最近の「上司と部下の関わり」に思うこと。

最近、上司と部下の関わり方はずいぶん難しくなったように感じます。

昔のように「上司が部下を指導する」という一方向の関係ではなくなりました。

働く人の価値観は多様になり、仕事に求めるものも人によって違います。
また、ハラスメントへの意識が高まったこともあり、

「どこまで言っていいのだろう」
「余計なことを言わないほうがいいのではないか」

と、部下との関わりそのものに慎重になっている管理職も少なくないのではないでしょうか。

それ自体は悪いことではありません。

相手の考え方やプライベートを尊重することは、今の職場ではとても大切です。

ただ、最近少し気になるのは、「配慮すること」が「関わらないこと」に変わってしまうケースです。

部下が求めているのは「何も言われないこと」ではない

部下の立場からすると、細かく管理されたり、必要以上に干渉されたりすることは確かに負担になります。

一方で、

「自分の仕事を見てもらえていない」
「困っていても声をかけてもらえない」
「評価のときだけ突然話をされる」

という状態も、決して働きやすいとは言えません。

人は、放っておかれたいわけではないのだと思います。

むしろ、

必要なときには話を聞いてくれる。
仕事を見てくれている。
良いところは認め、必要なことはきちんと伝えてくれる。

そんな関係を求めている人は多いのではないでしょうか。

上司と部下は友人ではありません。

だからこそ、必要以上に距離を縮める必要もありません。

しかし、適切な距離を取ることと、関心を持たないことはまったく違います。

上司が「答えを持っている」とは限らない

もう一つ変わってきたのは、上司が必ずしも部下のキャリアの答えを持っているわけではなくなったことです。

以前なら、

「この仕事を経験して、次はこの役職を目指す」

という比較的分かりやすいキャリアモデルがありました。

しかし今は、転職、副業、専門職、管理職、独立、リスキリングなど、働き方の選択肢が増えています。
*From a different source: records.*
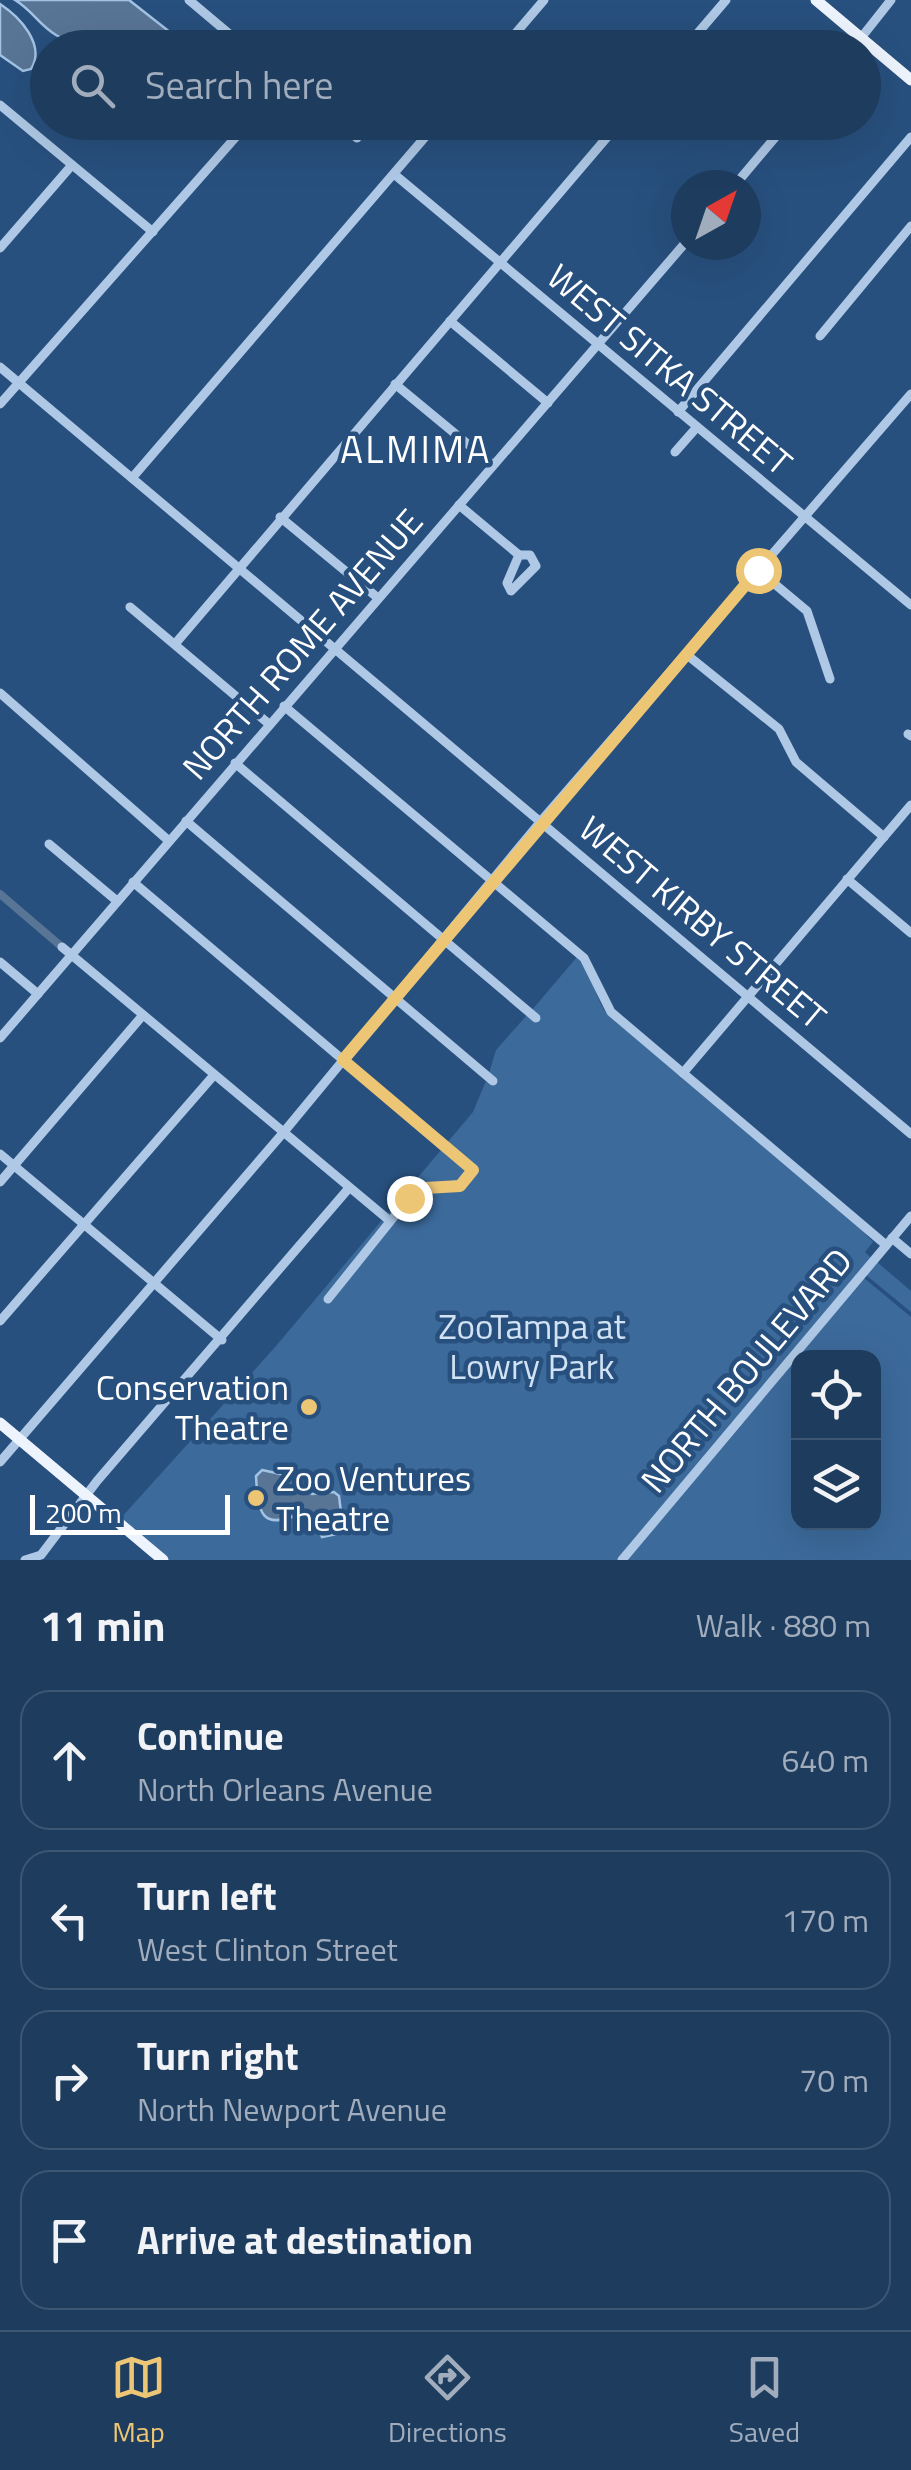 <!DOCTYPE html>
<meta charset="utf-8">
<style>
body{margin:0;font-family:"Titillium Web",sans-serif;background:#2b4767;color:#f1f3f6}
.controls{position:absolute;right:30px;bottom:30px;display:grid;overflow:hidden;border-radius:20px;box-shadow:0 10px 40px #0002}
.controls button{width:90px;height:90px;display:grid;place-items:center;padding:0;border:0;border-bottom:2px solid #3c5673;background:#1e3c5e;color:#f1f3f6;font:50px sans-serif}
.compass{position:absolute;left:671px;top:170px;width:90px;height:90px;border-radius:50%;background:#1e3c5e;box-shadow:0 10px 40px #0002;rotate:40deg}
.scale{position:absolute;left:30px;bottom:25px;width:200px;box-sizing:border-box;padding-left:10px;border:5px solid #fff;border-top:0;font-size:28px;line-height:35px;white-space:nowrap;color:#fff;-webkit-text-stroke:8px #28507e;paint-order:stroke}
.stop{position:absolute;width:30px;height:30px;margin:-22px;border:8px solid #ecc675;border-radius:50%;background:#fff}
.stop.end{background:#ecc675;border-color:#fff;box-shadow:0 2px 10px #0008}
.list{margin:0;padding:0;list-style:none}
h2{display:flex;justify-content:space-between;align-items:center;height:130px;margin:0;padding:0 40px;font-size:42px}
h2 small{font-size:32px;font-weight:400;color:#a1adbc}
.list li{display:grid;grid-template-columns:65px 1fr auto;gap:30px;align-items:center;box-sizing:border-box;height:140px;margin:0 20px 20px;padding:0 20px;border:2px solid #3c5673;border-radius:30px}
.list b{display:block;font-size:38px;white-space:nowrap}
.list p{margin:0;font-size:32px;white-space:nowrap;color:#a1adbc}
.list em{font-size:32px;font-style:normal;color:#a1adbc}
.icon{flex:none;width:55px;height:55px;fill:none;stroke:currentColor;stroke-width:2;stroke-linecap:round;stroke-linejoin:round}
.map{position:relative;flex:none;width:911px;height:1560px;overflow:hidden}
.search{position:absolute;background:#1e3c5e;box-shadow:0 10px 40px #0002;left:30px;right:30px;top:30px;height:110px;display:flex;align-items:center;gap:25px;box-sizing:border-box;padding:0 35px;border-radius:55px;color:#a1adbc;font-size:38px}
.sheet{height:770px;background:#1e3c5e}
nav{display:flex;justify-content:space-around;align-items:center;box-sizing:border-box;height:140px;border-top:2px solid #3c5673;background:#1e3c5e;font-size:28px;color:#a1adbc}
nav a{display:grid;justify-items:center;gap:5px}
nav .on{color:#ecc675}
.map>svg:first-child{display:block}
</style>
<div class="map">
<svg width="911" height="1560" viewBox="0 0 911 1560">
<rect width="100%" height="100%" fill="#28507e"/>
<g fill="#3c6a9b" fill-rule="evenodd">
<path d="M577 957C594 973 594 998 608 1015L858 1226 873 1242 865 1252 871 1258 618 1560H169L120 1519 276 1346 473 1112 486 1081 493 1086 498 1081 489 1073 496 1050 527 1015 537 1023 541 1017 532 1010Z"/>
<polygon points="877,1262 911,1291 911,1312 866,1275"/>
<path d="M864 1278 911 1317V1560H626ZM798 1358H874V1522H798Z"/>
</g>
<g fill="#597596" stroke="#a3c3e5" stroke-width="2.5">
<path d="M15 0H129L189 47C147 48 92 57 56 35 39 25 33 11 15 0Z"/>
<path d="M0 4C20 17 46 45 31 69L23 71 0 55Z"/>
<path d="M262 1470 290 1476 312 1494 334 1492 339 1496 342 1520 337 1534 322 1537 315 1522 300 1514C262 1530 258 1515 256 1476Z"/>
</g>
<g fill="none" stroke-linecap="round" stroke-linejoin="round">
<polyline stroke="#597596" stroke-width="8" points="0,894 62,947"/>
<g stroke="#aec8e5" stroke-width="9">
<polyline points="189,0 246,48"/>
<polyline points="503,48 544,0"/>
<polyline points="685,48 726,0"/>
<polyline points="853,48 891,0"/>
<polyline points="0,105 153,232"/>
<polyline points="338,122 357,138"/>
<polyline points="394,174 911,605"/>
<polyline points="735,185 788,122"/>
<polyline points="0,248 72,165"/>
<polyline points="450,321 548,403"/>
<polyline points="820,336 911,226"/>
<polyline points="0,367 911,1134"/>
<polyline points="395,384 493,465"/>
<polyline points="0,404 249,122"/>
<polyline points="678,412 911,137"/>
<polyline points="675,452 697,427"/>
<polyline points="132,478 438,122"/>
<polyline points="459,505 519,555"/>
<polyline points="280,517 378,598"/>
<polygon points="519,555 530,555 536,566 511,591 507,583"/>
<polyline points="758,570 807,611 830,679"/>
<polyline points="130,607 269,724"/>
<polyline points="175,644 620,122"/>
<polyline points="686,654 779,729 796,762 884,837"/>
<polyline points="0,693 169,841"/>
<polyline points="284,706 584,958 611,1012 886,1245"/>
<polyline points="908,734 911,736"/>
<polyline points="235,763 536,1018"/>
<polyline points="186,821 493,1081"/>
<polyline points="49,844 117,901"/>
<polyline points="847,879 911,933"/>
<polyline points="133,882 473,1170 460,1185 425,1188 409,1198 328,1299"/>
<polyline points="62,947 390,1221"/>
<polyline points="0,962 38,994"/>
<polyline points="0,1038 686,242"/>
<polyline points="683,1073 911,805"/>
<polyline points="0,1154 222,1340"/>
<polyline points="0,1182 143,1015"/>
<polyline points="892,1238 911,1254"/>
<polyline points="0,1321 214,1075"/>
<polyline points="0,1462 283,1133 541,821 911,394"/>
<polyline points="25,1560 41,1555 97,1481 349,1188"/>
<polyline points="622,1560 911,1216"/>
</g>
<g stroke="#eef4fd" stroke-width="11">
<polyline points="816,0 911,80"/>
<polyline points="0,1423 163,1560"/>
</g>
</g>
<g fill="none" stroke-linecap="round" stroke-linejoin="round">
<polyline stroke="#ecc675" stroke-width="12" points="409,1198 425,1188 460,1186 473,1170 343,1060 758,570"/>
</g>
<g fill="#ecc675" stroke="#28507e" stroke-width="4">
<circle cx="309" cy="1407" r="10"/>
<circle cx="256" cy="1498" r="10"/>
</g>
<g text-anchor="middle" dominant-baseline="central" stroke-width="9" stroke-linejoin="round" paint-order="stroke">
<g font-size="35" fill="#fff" stroke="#28507e">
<text transform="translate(670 369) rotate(40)">WEST SITKA STREET</text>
<text transform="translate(302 644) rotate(-49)">NORTH ROME AVENUE</text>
<text transform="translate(703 922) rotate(40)">WEST KIRBY STREET</text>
<text transform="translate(746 1370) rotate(-50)">NORTH BOULEVARD</text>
</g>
<g font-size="35" fill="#d1e2f4" stroke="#28507e">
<text x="532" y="1326">ZooTampa at<tspan x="532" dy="40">Lowry Park</tspan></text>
</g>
<g font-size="35" fill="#fff" stroke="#28507e" text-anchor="end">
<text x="289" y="1387">Conservation<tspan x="289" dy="40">Theatre</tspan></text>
<text x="276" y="1478" text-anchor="start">Zoo Ventures<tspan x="276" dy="40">Theatre</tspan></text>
</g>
<g font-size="38" letter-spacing="2.5" fill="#fff" stroke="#28507e">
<text x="416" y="449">ALMIMA</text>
</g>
</g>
</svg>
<div class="controls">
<button><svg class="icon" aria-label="locate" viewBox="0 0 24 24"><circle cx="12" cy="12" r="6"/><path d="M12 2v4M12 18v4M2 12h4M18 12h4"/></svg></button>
<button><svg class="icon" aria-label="layers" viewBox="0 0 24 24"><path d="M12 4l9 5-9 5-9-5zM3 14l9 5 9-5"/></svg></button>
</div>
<svg class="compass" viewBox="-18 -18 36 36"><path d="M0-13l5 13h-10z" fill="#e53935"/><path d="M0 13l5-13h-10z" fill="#a1adbc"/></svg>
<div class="scale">200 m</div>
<div class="stop" style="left:758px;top:570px"></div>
<div class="stop end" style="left:409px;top:1198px"></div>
<div class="search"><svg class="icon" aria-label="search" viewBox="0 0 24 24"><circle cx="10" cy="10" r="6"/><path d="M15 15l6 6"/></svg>Search here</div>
</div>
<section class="sheet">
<h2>11 min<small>Walk · 880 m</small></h2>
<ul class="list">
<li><svg class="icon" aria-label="ahead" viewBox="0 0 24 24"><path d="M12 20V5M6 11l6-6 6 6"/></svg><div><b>Continue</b><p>North Orleans Avenue</p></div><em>640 m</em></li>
<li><svg class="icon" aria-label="left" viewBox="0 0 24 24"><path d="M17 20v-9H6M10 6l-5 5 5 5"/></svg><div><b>Turn left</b><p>West Clinton Street</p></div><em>170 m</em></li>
<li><svg class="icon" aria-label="right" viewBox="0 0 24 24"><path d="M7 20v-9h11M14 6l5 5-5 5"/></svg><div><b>Turn right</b><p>North Newport Avenue</p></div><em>70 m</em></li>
<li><svg class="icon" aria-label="arrive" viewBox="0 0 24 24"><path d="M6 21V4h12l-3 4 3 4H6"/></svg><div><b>Arrive at destination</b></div></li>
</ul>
</section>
<nav>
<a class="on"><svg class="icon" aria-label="map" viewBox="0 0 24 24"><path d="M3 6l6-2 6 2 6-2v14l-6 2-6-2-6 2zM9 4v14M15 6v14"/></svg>Map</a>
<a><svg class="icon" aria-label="directions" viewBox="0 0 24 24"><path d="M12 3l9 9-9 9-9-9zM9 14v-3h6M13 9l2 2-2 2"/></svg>Directions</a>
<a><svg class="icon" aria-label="saved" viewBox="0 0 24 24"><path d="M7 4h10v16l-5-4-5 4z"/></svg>Saved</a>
</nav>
上司自身が経験していないキャリアを、部下が考えていることも珍しくありません。

そうなると、上司の役割も変わります。

「こうしなさい」と答えを与えることより、

「あなたはどうしたいのか」
「今の仕事で何を感じているのか」
「これから何を大切にしたいのか」

を一緒に考えることのほうが重要になってきます。

つまり、指導する人から、対話できる人へ。

これからの管理職には、そんな役割も求められているのではないでしょうか。

1on1は「面談をすること」が目的ではない

最近では1on1を導入する企業も増えています。

ただ、形式として月に一度30分話せば、それで関係が良くなるわけではありません。

大切なのは、1on1という制度そのものよりも、

普段から部下の状態に関心を持っているか

だと思います。

少し元気がない。
以前より発言が減った。
仕事への納得感が下がっている。
逆に、最近ある仕事では生き生きしている。

そうした小さな変化に気づける関係があれば、問題が大きくなる前に話すことができます。

これは人事制度だけでは作れません。

日々の小さなコミュニケーションの積み重ねによって作られるものです。

「管理」よりも「理解する」

上司と部下という言葉には、どうしても上下関係のイメージがあります。

もちろん、組織である以上、役割や責任には違いがあります。

しかし、人としては対等です。

部下を「管理する対象」として見るのではなく、

この人は何を大切にして働いているのだろう。
どんな仕事なら力を発揮できるのだろう。
今、何か困っていることはないだろうか。

と考える。

それだけでも、関わり方はかなり変わると思います。

上司が部下の人生を決める必要はありません。

部下のすべてを理解する必要もありません。

ただ、

「あなたのことを見ています」
「必要なときには話を聞きます」

という姿勢は伝えることができます。

上司と部下の関係が難しくなっている今だからこそ、そうしたシンプルな関わりが、以前より大切になっているのかもしれません。